A name is usually thought of as containing letters, maybe spaces and some other characters. Code needs to be told what char make up a name, what are valid delimiters and handle other unexpected char.

"%s" only distinguishes between white-space and non-white-space. It treats , the same as letters.

"%width[A-Za-z' ]" will define a scanset accepting letters, ' and space. It will read/save up to width characters before appending a null character.

Always a good idea to check the return value of a input function before using the populated objects.

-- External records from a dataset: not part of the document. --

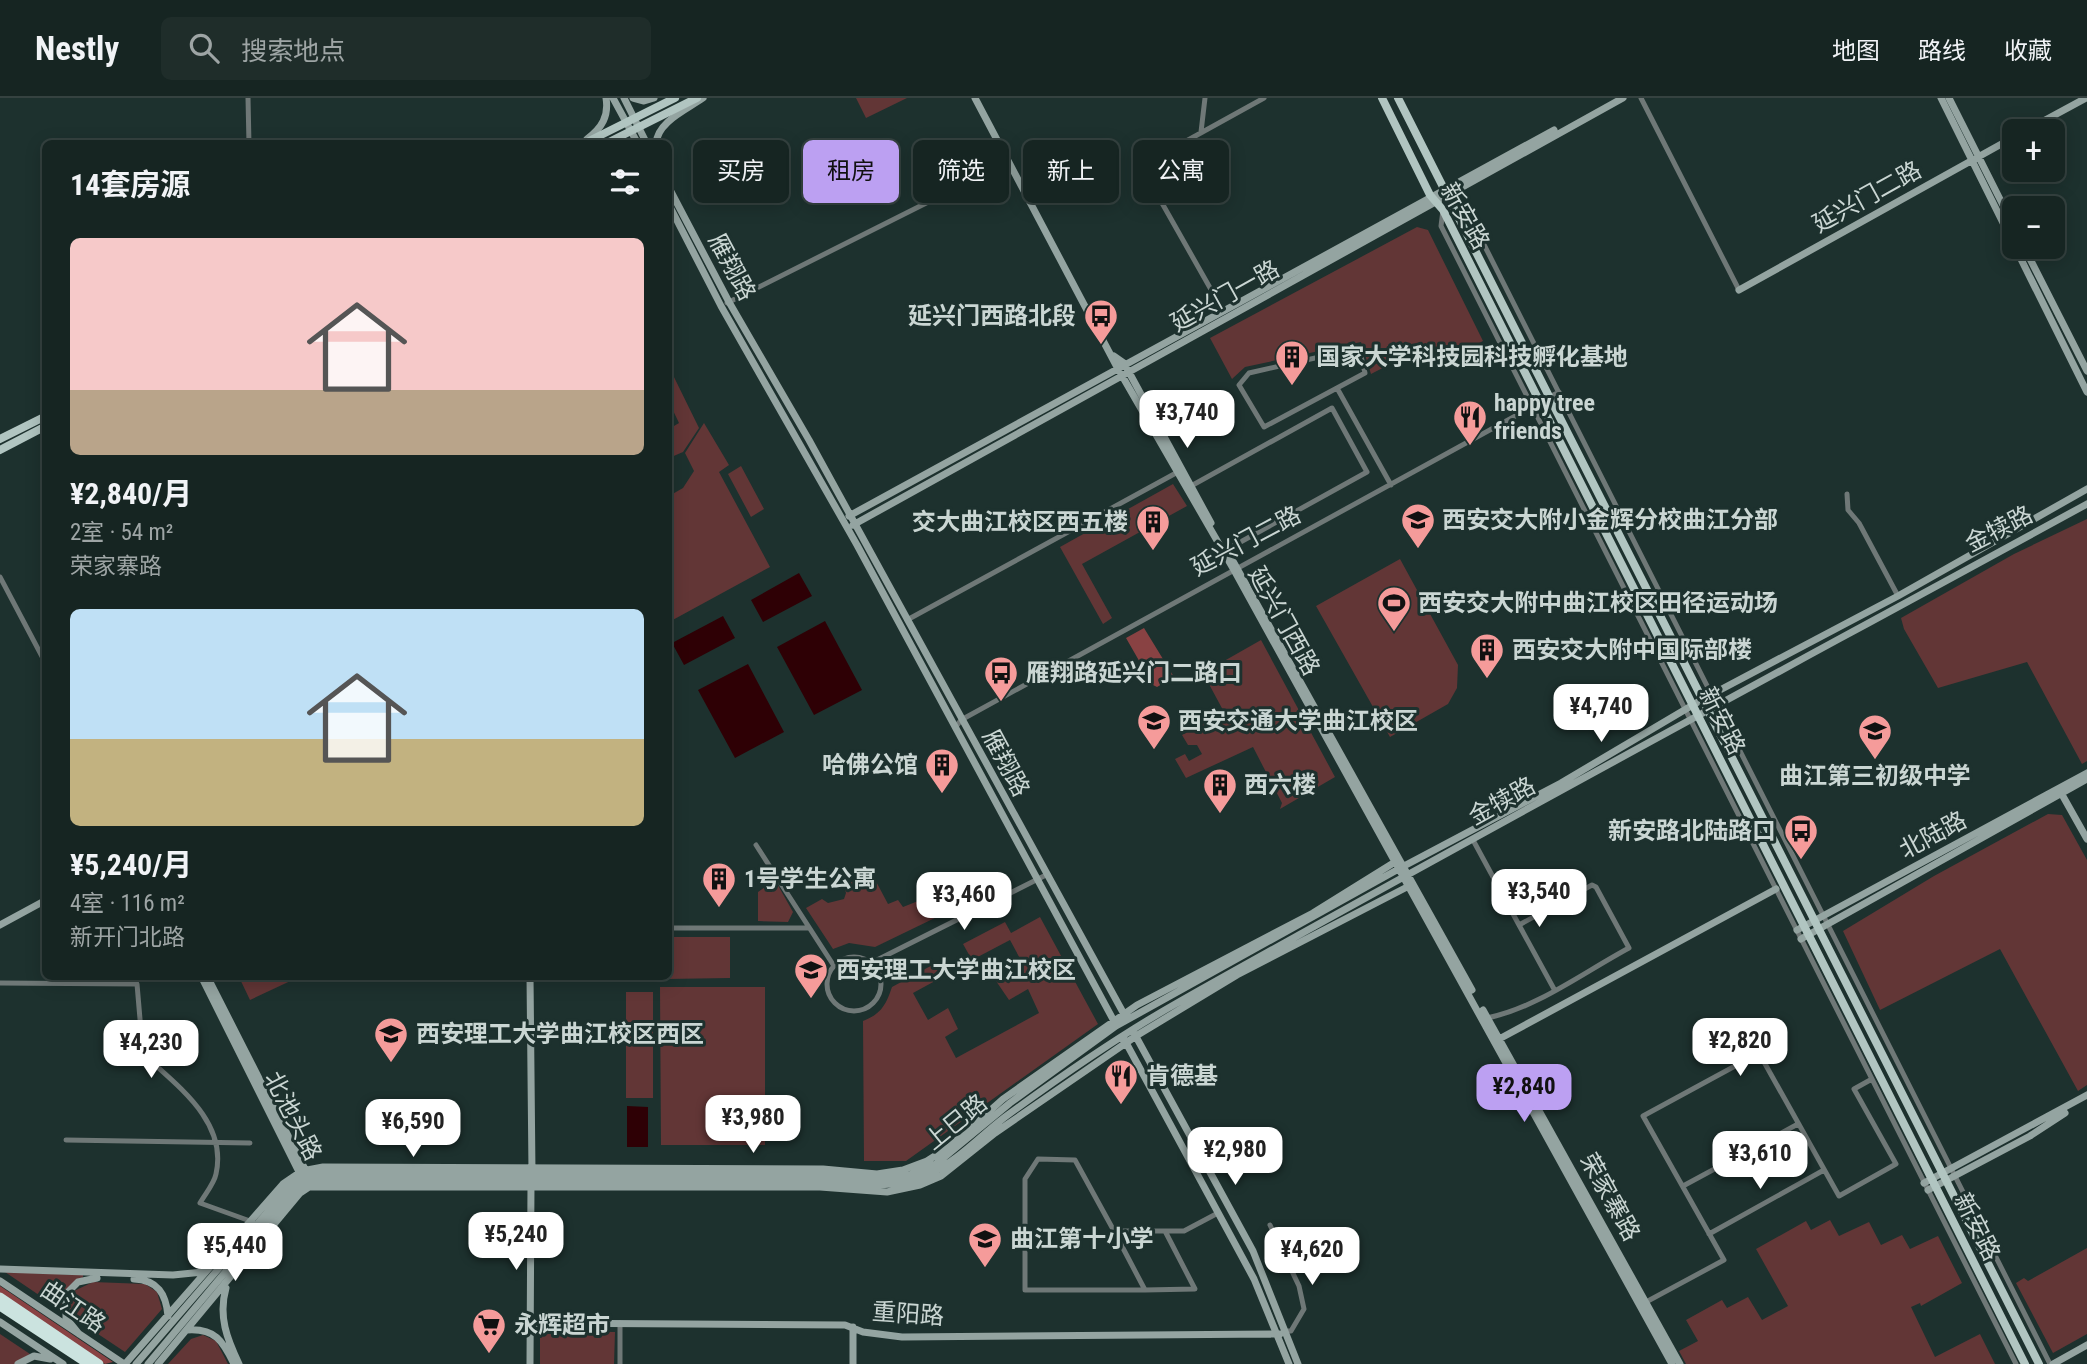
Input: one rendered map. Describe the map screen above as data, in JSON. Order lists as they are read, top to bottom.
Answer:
{
  "streets": {
    "highway": ["曲江路"],
    "main road": ["新安路"],
    "street": [
      "延兴门二路",
      "雁翔路",
      "延兴门一路",
      "金犊路",
      "延兴门西路",
      "北陆路",
      "北池头路",
      "上巳路",
      "荣家寨路",
      "重阳路"
    ]
  },
  "crossings": [
    ["延兴门二路", "新安路"],
    ["延兴门二路", "雁翔路"],
    ["延兴门二路", "延兴门西路"],
    ["新安路", "延兴门一路"],
    ["新安路", "金犊路"],
    ["新安路", "北陆路"],
    ["雁翔路", "延兴门一路"],
    ["雁翔路", "金犊路"],
    ["雁翔路", "上巳路"],
    ["雁翔路", "重阳路"],
    ["延兴门一路", "延兴门西路"],
    ["金犊路", "延兴门西路"],
    ["金犊路", "上巳路"],
    ["金犊路", "荣家寨路"],
    ["延兴门西路", "荣家寨路"]
  ],
  "places": {
    "bus stop": ["延兴门西路北段", "雁翔路延兴门二路口", "新安路北陆路口"],
    "building": [
      "国家大学科技园科技孵化基地",
      "交大曲江校区西五楼",
      "西安交大附中国际部楼",
      "哈佛公馆",
      "西六楼",
      "1号学生公寓"
    ],
    "restaurant": ["happy tree friends", "肯德基"],
    "school or university": [
      "西安交大附小金辉分校曲江分部",
      "西安交通大学曲江校区",
      "曲江第三初级中学",
      "西安理工大学曲江校区",
      "西安理工大学曲江校区西区",
      "曲江第十小学"
    ],
    "sports": ["西安交大附中曲江校区田径运动场"],
    "supermarket": ["永辉超市"]
  },
  "page": {
    "header": "Nestly",
    "search": "搜索地点",
    "nav": ["地图", "路线", "收藏"],
    "map_buttons": ["+", "−"],
    "chip": [
      "买房",
      "租房",
      "筛选",
      "新上",
      "公寓"
    ],
    "heading": "14套房源",
    "list": [
      {
        "name": "¥2,840/月",
        "note": "2室 · 54 m² · 荣家寨路"
      },
      {
        "name": "¥5,240/月",
        "note": "4室 · 116 m² · 新开门北路"
      }
    ],
    "price": [
      "¥3,740",
      "¥4,740",
      "¥3,540",
      "¥3,460",
      "¥2,820",
      "¥4,230",
      "¥2,840",
      "¥3,980",
      "¥6,590",
      "¥2,980",
      "¥3,610",
      "¥5,240",
      "¥5,440",
      "¥4,620"
    ]
  }
}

FILE *fp = fopen("1.txt", "rt");
if (fp == NULL) Handle_Error();

// end-of-file signal is not raised until after a read attempt.
// while (!feof(fp)) {

char name_in[100];
char delimiter[2];
int count;
while ((count = fscanf(fp, "%99[A-Za-z' ]%1[,\n]", name_in, delimiter)) == 2) {
  printf("<%s>%s", name_in, delimiter);
  addnewnode(head, name_in);
  if (delimiter[0] == '\n') {
    ; // Maybe do something special at end-of-line
  }
}
fclose(fp);

// Loop stopped unexpectedly
if (count != EOF || !feof(fp)) {
  puts("Oops");
}

More robust code would read the line like with fgets() and then process the string. Could use similar code as above but with sscanf()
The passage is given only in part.